Referring now to FIG. 5A, a simplified block diagram, similar to FIGS. 3A and 4A, of meeting server 110 querying client device 340 for its default gateway address is shown. After client device 340 registers with the meeting server 110, the meeting server 110 sends a request 510 for the default gateway address of client 340. The request 510 goes to gateway 310, which forwards the request 512 to gateway/router 322. Gateway/router 322 forwards the request 514 to client 340. Client 340 responds by sending message 520 including its default gateway address to gateway/router 322. Gateway/router 322 forwards the message 522 to gateway 310, which in turn forwards the message 524 to the meeting server 110. In another example, gateway/router 322 is aware of the default gateway for client 340 and responds to request 512 with message 522 without forwarding the request 514 to client 340 and waiting for message 520.
Reference is now made to FIG. 5B, which shows another example of the table 360 listing client devices that have joined the online conference session, similar to the table described with reference to FIGS. 3B and 4B. In this example, meeting server has requested the default gateway address of client device 340, and updates default gateway address flag 486 to a value of “known.”
Reference is now made to FIG. 5C, which shows an example of a table of default gateway addresses for the client devices that have known default gateway addresses. In this example, table 530 includes client ID column 532 and default gateway address column 534. When meeting server 110 has received messages 424 and 524 with the default gateway addresses of clients 330 and 340, respectively, the meeting server 110 populates client ID value 542 with “330,” default gateway address value 544 with “XXXXXX,” client ID value 552 with “340,” and default gateway address value 554 with “YYYYYY.” In this example, clients 330 and 340 are on different subnets, and have different default gateway addresses.
Referring now to FIG. 6A, a simplified block diagram is shown, that is similar to FIGS. 3A, 4A, and 5A. In this diagram, meeting server 110 queries client device 350 for its default gateway address. After client device 350 registers with the meeting server 110, the meeting server 110 sends a request 610 for the default gateway address of client 350. The request 610 goes to gateway 310, which forwards the request 612 to gateway/router 320. Gateway/router 320 forwards the request 614 to client 350. Client 350 responds by sending message 620 including its default gateway address to gateway/router 320. Gateway/router 320 forwards the message 622 to gateway 310, which in turn forwards the message 624 to the meeting server 110. In another example, gateway/router 320 is aware of the default gateway for client 350 and responds to request 612 with message 622 without forwarding the request 614 to client 350 and waiting for message 620.
Reference is now made to FIG. 6B, which shows another example of the table 360 of client devices that have joined the online conference session, similar to the table described with reference to FIGS. 3B, 4B, and 5B. In this example, meeting server has requested the default gateway address of client device 350, and updates default gateway address flag 496 to a value of “known.”
Reference is now made to FIG. 6C, showing a table of default gateway addresses for the client devices that have known default gateway addresses. When meeting server 110 has received message 624 with the default gateway addresses of client 350, the meeting server 110 populates client ID value 662 with “350,” and default gateway address value 664 with “XXXXXX.” In this example, clients 330 and 350 are on the same subnet, and have the same default gateway address.
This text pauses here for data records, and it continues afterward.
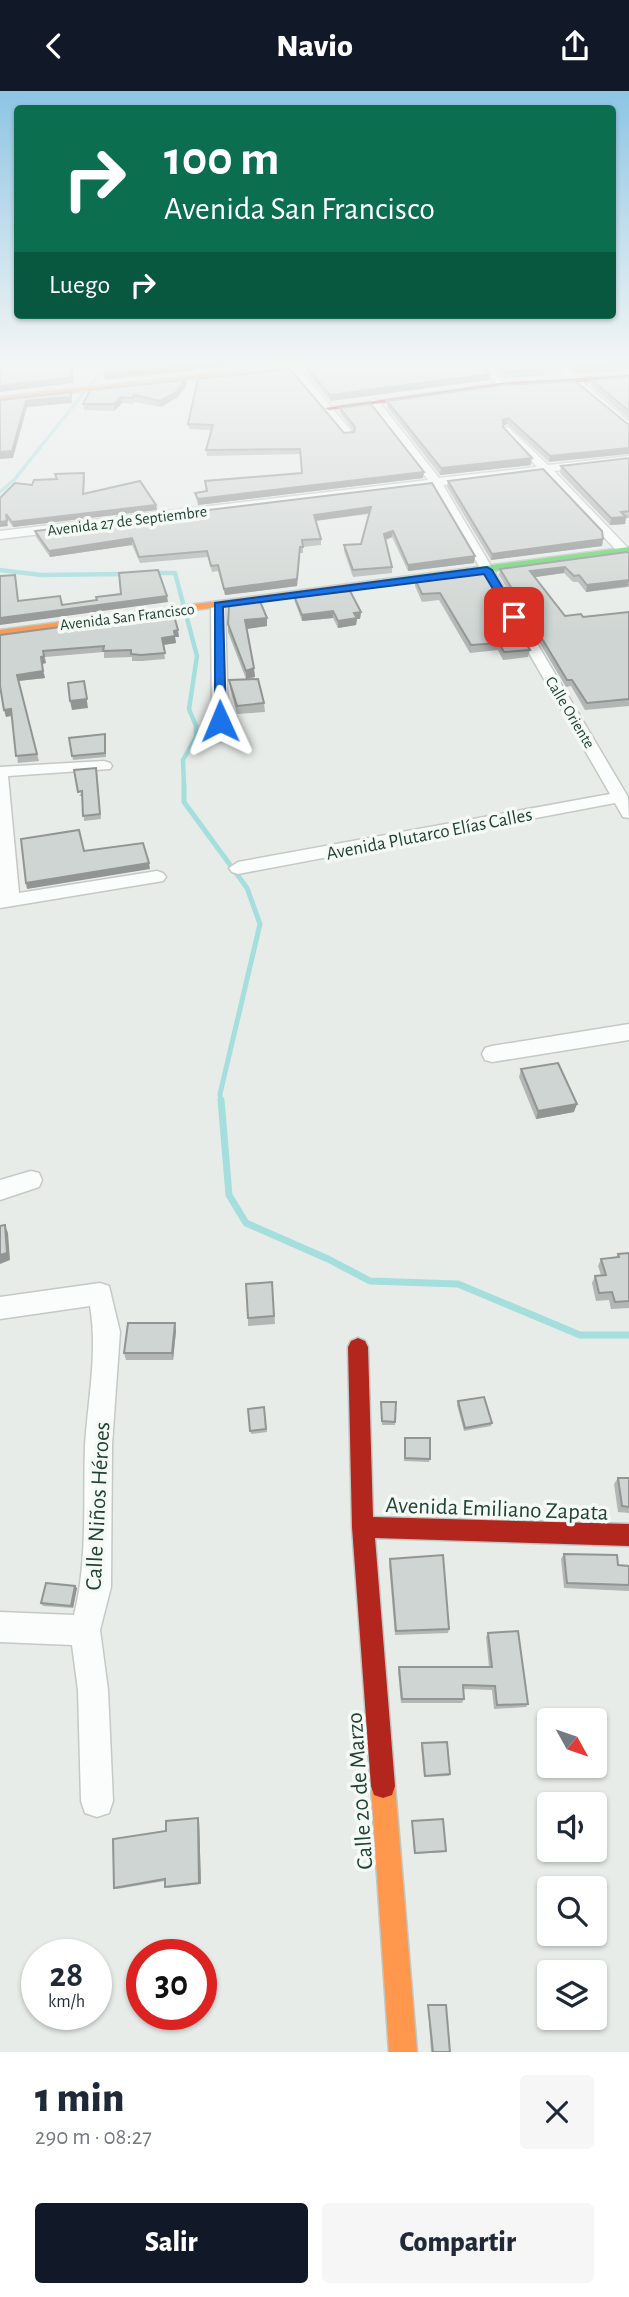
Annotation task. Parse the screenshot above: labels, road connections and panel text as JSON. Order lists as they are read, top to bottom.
{
  "streets": {
    "street": [
      "Avenida 27 de Septiembre",
      "Avenida San Francisco",
      "Calle Oriente",
      "Avenida Plutarco Elías Calles",
      "Calle Niños Héroes",
      "Avenida Emiliano Zapata",
      "Calle 20 de Marzo"
    ]
  },
  "crossings": [
    ["Avenida 27 de Septiembre", "Calle Oriente"],
    ["Avenida San Francisco", "Calle Oriente"],
    ["Calle Oriente", "Avenida Plutarco Elías Calles"],
    ["Avenida Emiliano Zapata", "Calle 20 de Marzo"]
  ],
  "north": "bottom right",
  "page": {
    "header": "Navio",
    "turn": ["100 m", "Avenida San Francisco"],
    "then": "Luego",
    "speed": "28 km/h",
    "limit": "30",
    "heading": ["1 min", "290 m · 08:27"],
    "buttons": ["Salir", "Compartir"]
  }
}
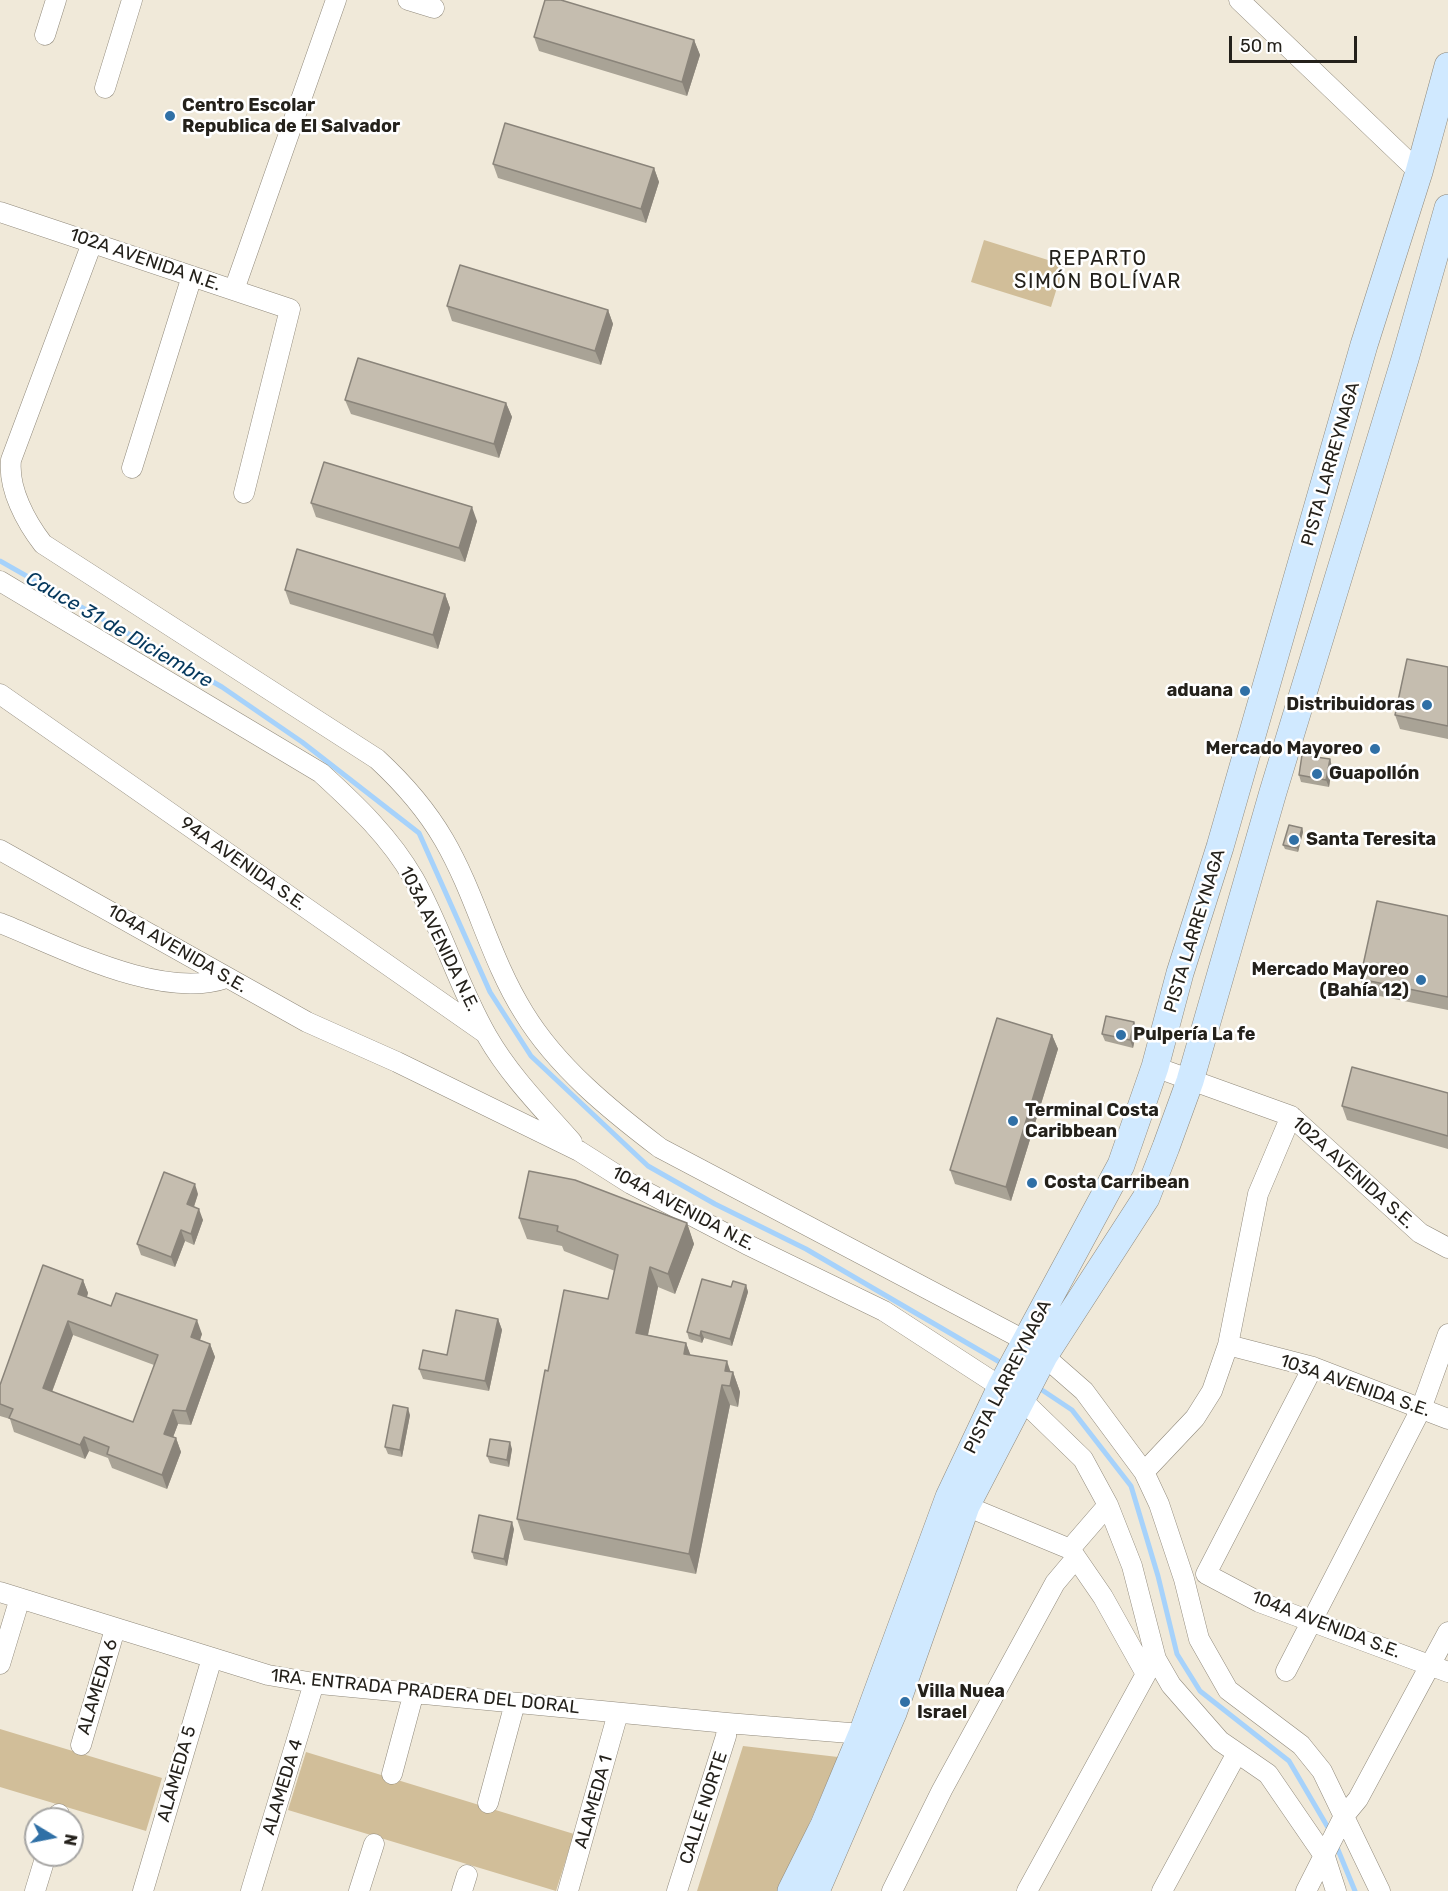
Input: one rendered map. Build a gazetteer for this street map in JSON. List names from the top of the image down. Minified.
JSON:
{"streets":{"main road":["PISTA LARREYNAGA"],"street":["102A AVENIDA N.E.","94A AVENIDA S.E.","103A AVENIDA N.E.","104A AVENIDA S.E.","102A AVENIDA S.E.","104A AVENIDA N.E.","103A AVENIDA S.E.","ALAMEDA 6","1RA. ENTRADA PRADERA DEL DORAL","ALAMEDA 5","ALAMEDA 4","ALAMEDA 1","CALLE NORTE"]},"crossings":[["PISTA LARREYNAGA","102A AVENIDA S.E."],["PISTA LARREYNAGA","104A AVENIDA N.E."],["PISTA LARREYNAGA","1RA. ENTRADA PRADERA DEL DORAL"],["94A AVENIDA S.E.","103A AVENIDA N.E."],["103A AVENIDA N.E.","104A AVENIDA N.E."],["104A AVENIDA S.E.","104A AVENIDA N.E."],["104A AVENIDA S.E.","103A AVENIDA S.E."],["ALAMEDA 6","1RA. ENTRADA PRADERA DEL DORAL"],["1RA. ENTRADA PRADERA DEL DORAL","ALAMEDA 5"],["1RA. ENTRADA PRADERA DEL DORAL","ALAMEDA 4"],["1RA. ENTRADA PRADERA DEL DORAL","ALAMEDA 1"],["1RA. ENTRADA PRADERA DEL DORAL","CALLE NORTE"]],"districts":["REPARTO SIMÓN BOLÍVAR"],"water":["Cauce 31 de Diciembre"],"places":["Centro Escolar Republica de El Salvador","aduana","Distribuidoras","Mercado Mayoreo","Guapollón","Santa Teresita","Mercado Mayoreo (Bahía 12)","Pulpería La fe","Terminal Costa Caribbean","Costa Carribean","Villa Nuea Israel"],"scale_bar":"50 m","north":"right"}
Referring now to FIG. 7, a block diagram that separates some of the functions of the meeting server into a control server is shown. In one example, meeting server 110 and control server 710 share responsibility over connection 720 for facilitating the online conference session. In this example, client devices 120, 122, and 124 communicate directly with meeting server 110 over the connections 730. When new client device 130 attempts to join the online conference session, it communicates with control server 710 over connection 740. In this example, the meeting server 110 does not have the resources to support a connection with client device 130, and control server 710 directs client device 130 to join the conference session through proxy client 124 over connection 750.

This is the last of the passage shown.